Reproduce the listing that follows word for word, without its pictures.

* * *

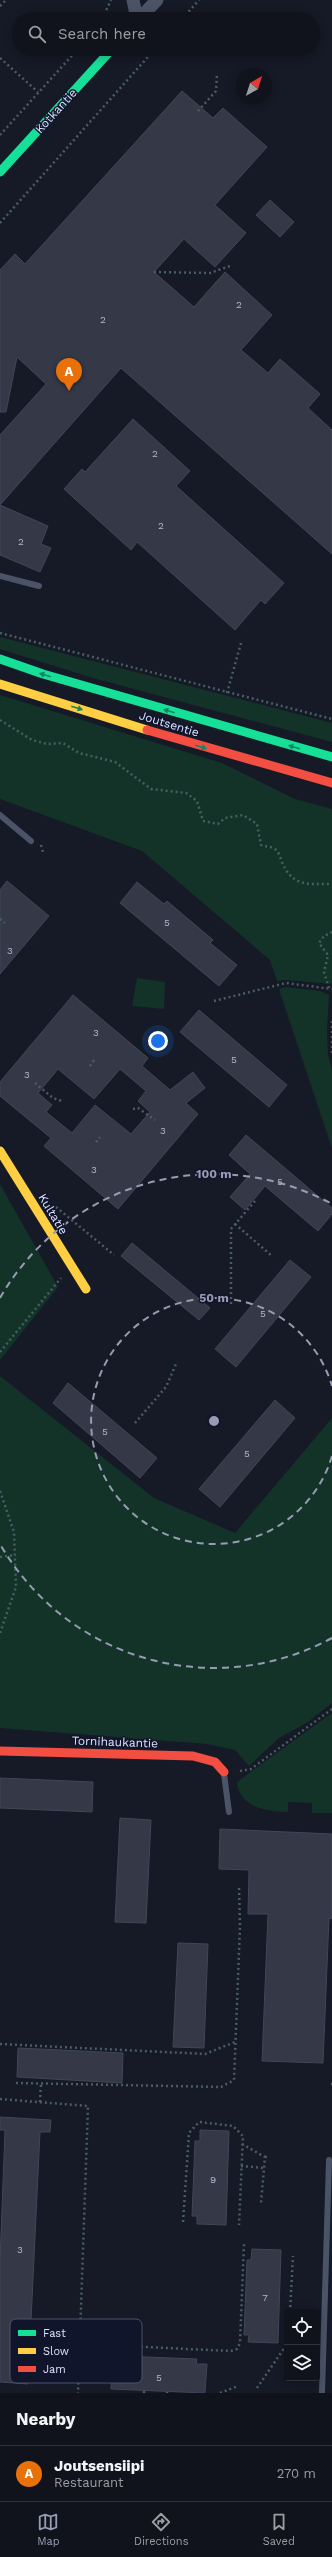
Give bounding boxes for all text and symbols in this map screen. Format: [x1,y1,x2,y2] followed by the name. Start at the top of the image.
[12,12,320,56] search box
[26,23,48,45] icon: search
[58,25,146,43] text: Search here
[236,68,272,104] north arrow
[32,86,80,136] street label: Kotkantie
[236,299,242,310] house number: 2
[100,314,106,325] house number: 2
[56,358,82,391] pin: A
[152,448,158,459] house number: 2
[158,520,164,531] house number: 2
[18,536,24,547] house number: 2
[38,671,50,677] one-way arrow
[72,705,84,711] one-way arrow
[137,708,201,740] street label: Joutsentie
[163,708,175,714] one-way arrow
[196,744,208,750] one-way arrow
[288,744,300,750] one-way arrow
[164,917,170,928] house number: 5
[7,945,13,956] house number: 3
[93,1027,99,1038] house number: 3
[148,1031,168,1051] your location
[231,1054,237,1065] house number: 5
[24,1069,30,1080] house number: 3
[160,1125,166,1136] house number: 3
[91,1164,97,1175] house number: 3
[196,1167,232,1181] text: 100 m
[277,1176,283,1187] house number: 5
[35,1191,71,1237] street label: Kultatie
[199,1291,229,1305] text: 50 m
[260,1308,266,1319] house number: 5
[207,1414,221,1428] centre of rings
[102,1426,108,1437] house number: 5
[244,1448,250,1459] house number: 5
[72,1733,158,1751] street label: Tornihaukantie
[210,2174,216,2185] house number: 9
[17,2244,23,2255] house number: 3
[262,2292,268,2303] house number: 7
[284,2309,320,2381] map controls
[284,2309,320,2345] button: locate
[10,2319,142,2383] legend
[43,2327,66,2340] text: Fast
[43,2345,69,2358] text: Slow
[284,2345,320,2381] button: layers
[43,2363,66,2376] text: Jam
[156,2372,162,2383] house number: 5
[16,2409,75,2429] text: Nearby
[54,2457,144,2475] text: Joutsensiipi
[25,2466,33,2481] text: A
[277,2466,316,2481] text: 270 m
[54,2475,124,2490] text: Restaurant
[37,2511,60,2548] tab: Map
[134,2511,188,2548] tab: Directions
[263,2511,295,2548] tab: Saved

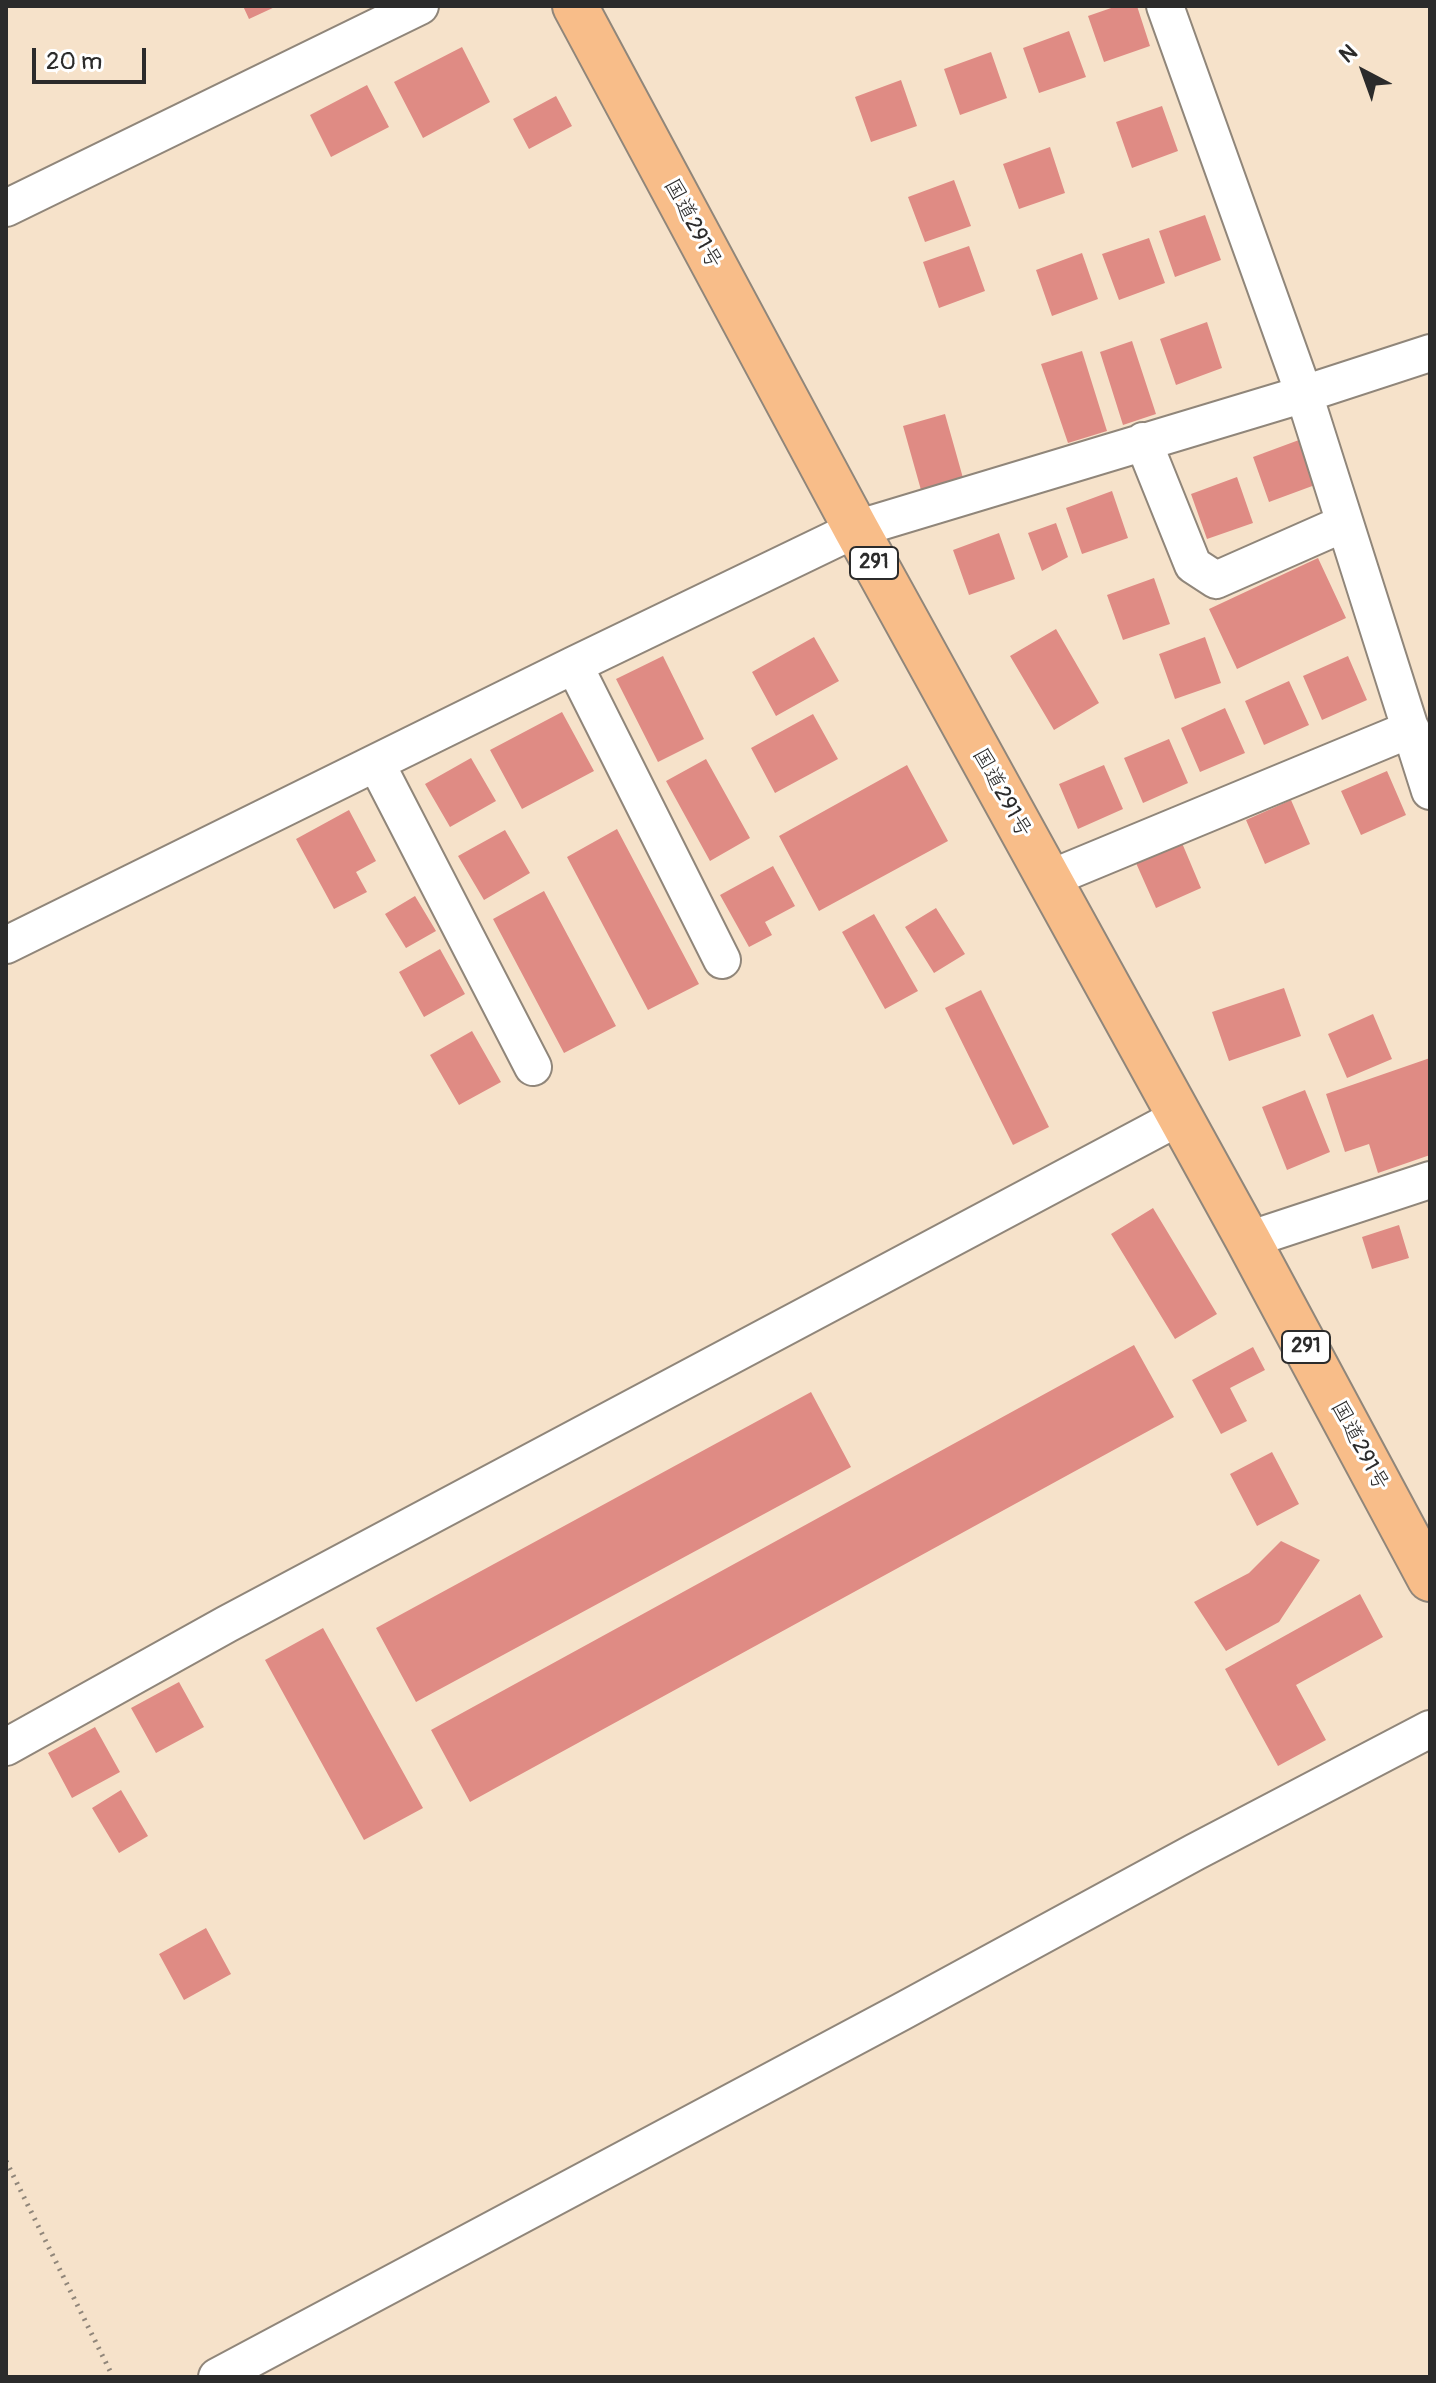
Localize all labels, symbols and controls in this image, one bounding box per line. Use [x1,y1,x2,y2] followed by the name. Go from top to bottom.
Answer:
[36,32,150,82] scale bar
[1324,32,1404,112] north arrow
[1333,38,1363,69] text: N
[46,47,102,76] text: 20 m
[657,174,727,274] street label: 国道291号
[850,547,898,579] road number: 291
[966,744,1036,842] street label: 国道291号
[1282,1331,1330,1363] road number: 291
[1324,1396,1394,1496] street label: 国道291号

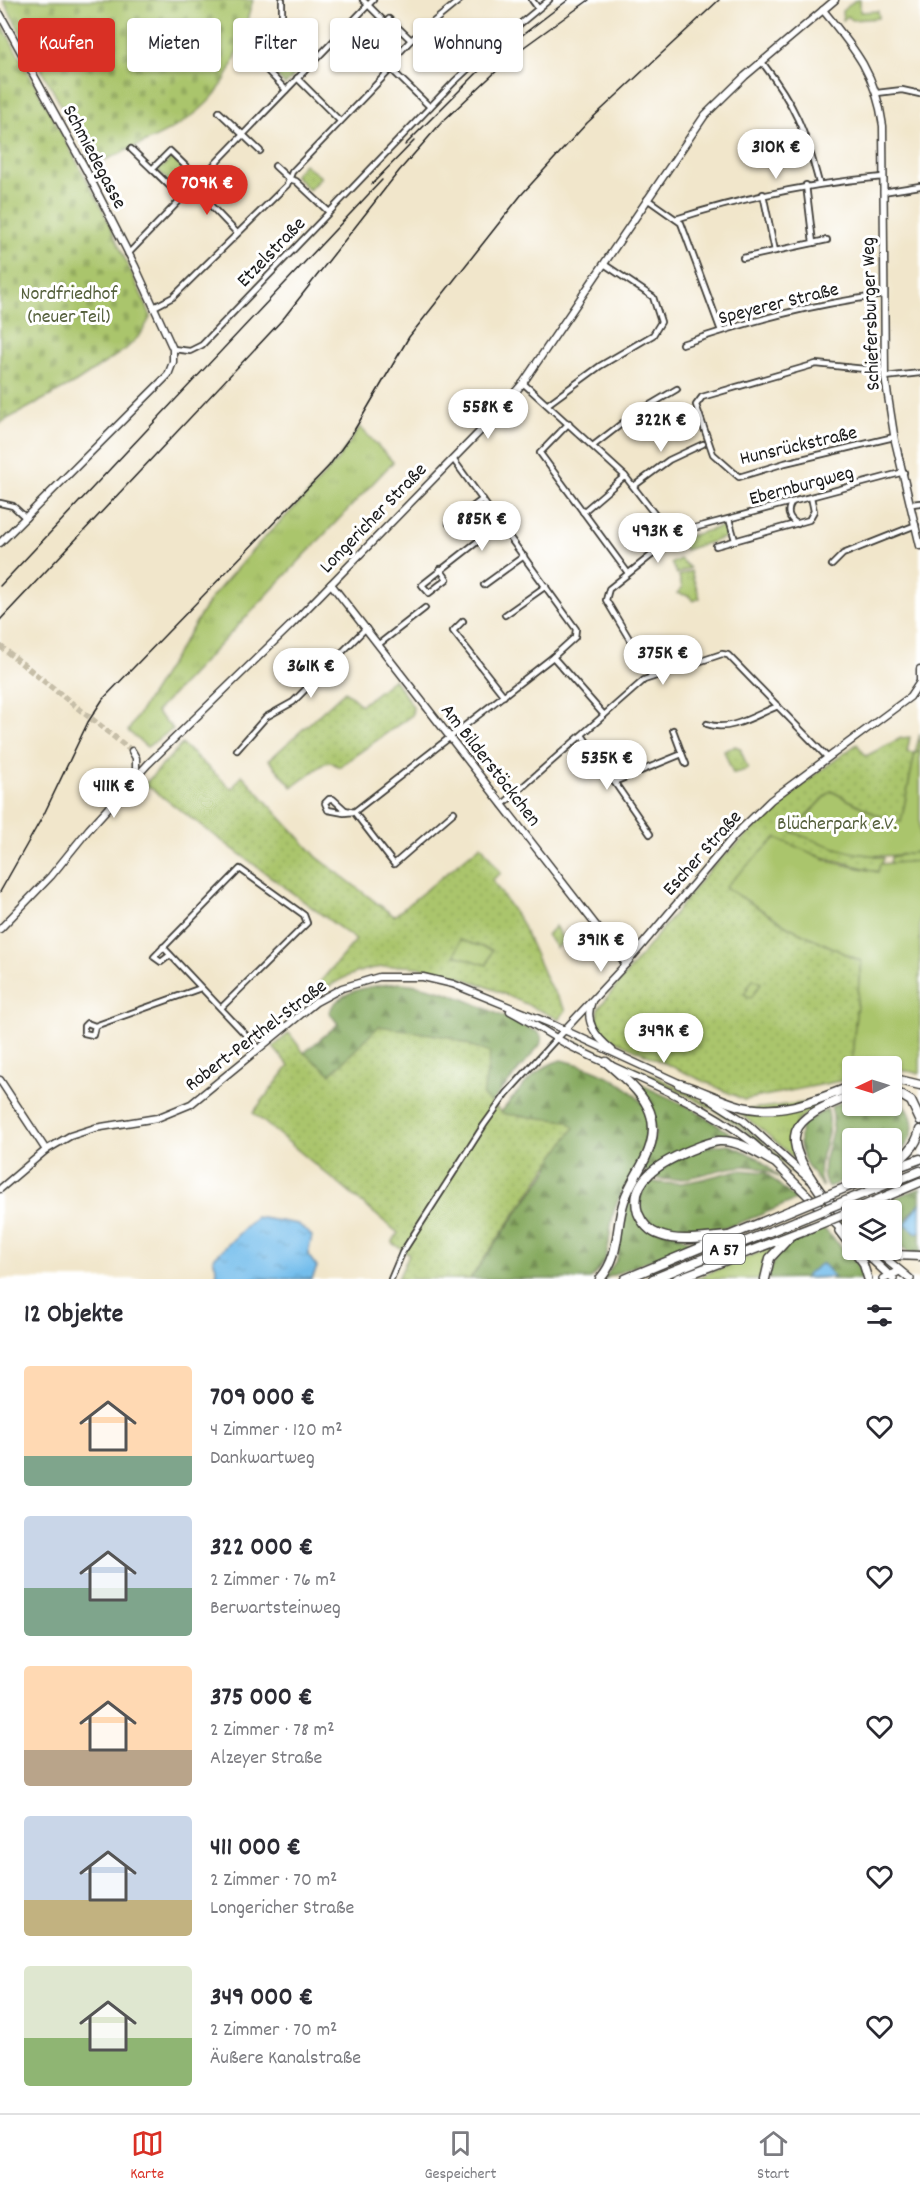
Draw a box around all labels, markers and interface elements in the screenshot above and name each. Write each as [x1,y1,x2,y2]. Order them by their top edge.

* * *

### [Answer to the problem]
Give bounding boxes for all text and symbols in this map screen. Format: [x1,y1,x2,y2] followed by the name. Start at the top of the image.
[12,12,320,56] search box
[26,23,48,45] icon: search
[58,25,146,43] text: Search here
[236,68,272,104] north arrow
[32,86,80,136] street label: Kotkantie
[236,299,242,310] house number: 2
[100,314,106,325] house number: 2
[56,358,82,391] pin: A
[152,448,158,459] house number: 2
[158,520,164,531] house number: 2
[18,536,24,547] house number: 2
[38,671,50,677] one-way arrow
[72,705,84,711] one-way arrow
[137,708,201,740] street label: Joutsentie
[163,708,175,714] one-way arrow
[196,744,208,750] one-way arrow
[288,744,300,750] one-way arrow
[164,917,170,928] house number: 5
[7,945,13,956] house number: 3
[93,1027,99,1038] house number: 3
[148,1031,168,1051] your location
[231,1054,237,1065] house number: 5
[24,1069,30,1080] house number: 3
[160,1125,166,1136] house number: 3
[91,1164,97,1175] house number: 3
[196,1167,232,1181] text: 100 m
[277,1176,283,1187] house number: 5
[35,1191,71,1237] street label: Kultatie
[199,1291,229,1305] text: 50 m
[260,1308,266,1319] house number: 5
[207,1414,221,1428] centre of rings
[102,1426,108,1437] house number: 5
[244,1448,250,1459] house number: 5
[72,1733,158,1751] street label: Tornihaukantie
[210,2174,216,2185] house number: 9
[17,2244,23,2255] house number: 3
[262,2292,268,2303] house number: 7
[284,2309,320,2381] map controls
[284,2309,320,2345] button: locate
[10,2319,142,2383] legend
[43,2327,66,2340] text: Fast
[43,2345,69,2358] text: Slow
[284,2345,320,2381] button: layers
[43,2363,66,2376] text: Jam
[156,2372,162,2383] house number: 5
[16,2409,75,2429] text: Nearby
[54,2457,144,2475] text: Joutsensiipi
[25,2466,33,2481] text: A
[277,2466,316,2481] text: 270 m
[54,2475,124,2490] text: Restaurant
[37,2511,60,2548] tab: Map
[134,2511,188,2548] tab: Directions
[263,2511,295,2548] tab: Saved

Localize all labels, symbols and controls in this image, one bounding box per line. Use [x1,y1,x2,y2] followed by the name. Go from top to bottom.
Answer:
[36,32,150,82] scale bar
[1324,32,1404,112] north arrow
[1333,38,1363,69] text: N
[46,47,102,76] text: 20 m
[657,174,727,274] street label: 国道291号
[850,547,898,579] road number: 291
[966,744,1036,842] street label: 国道291号
[1282,1331,1330,1363] road number: 291
[1324,1396,1394,1496] street label: 国道291号

Draw a box around all labels, markers and interface elements in the screenshot above and name each. Write each as [x1,y1,x2,y2]. Order them by their top edge.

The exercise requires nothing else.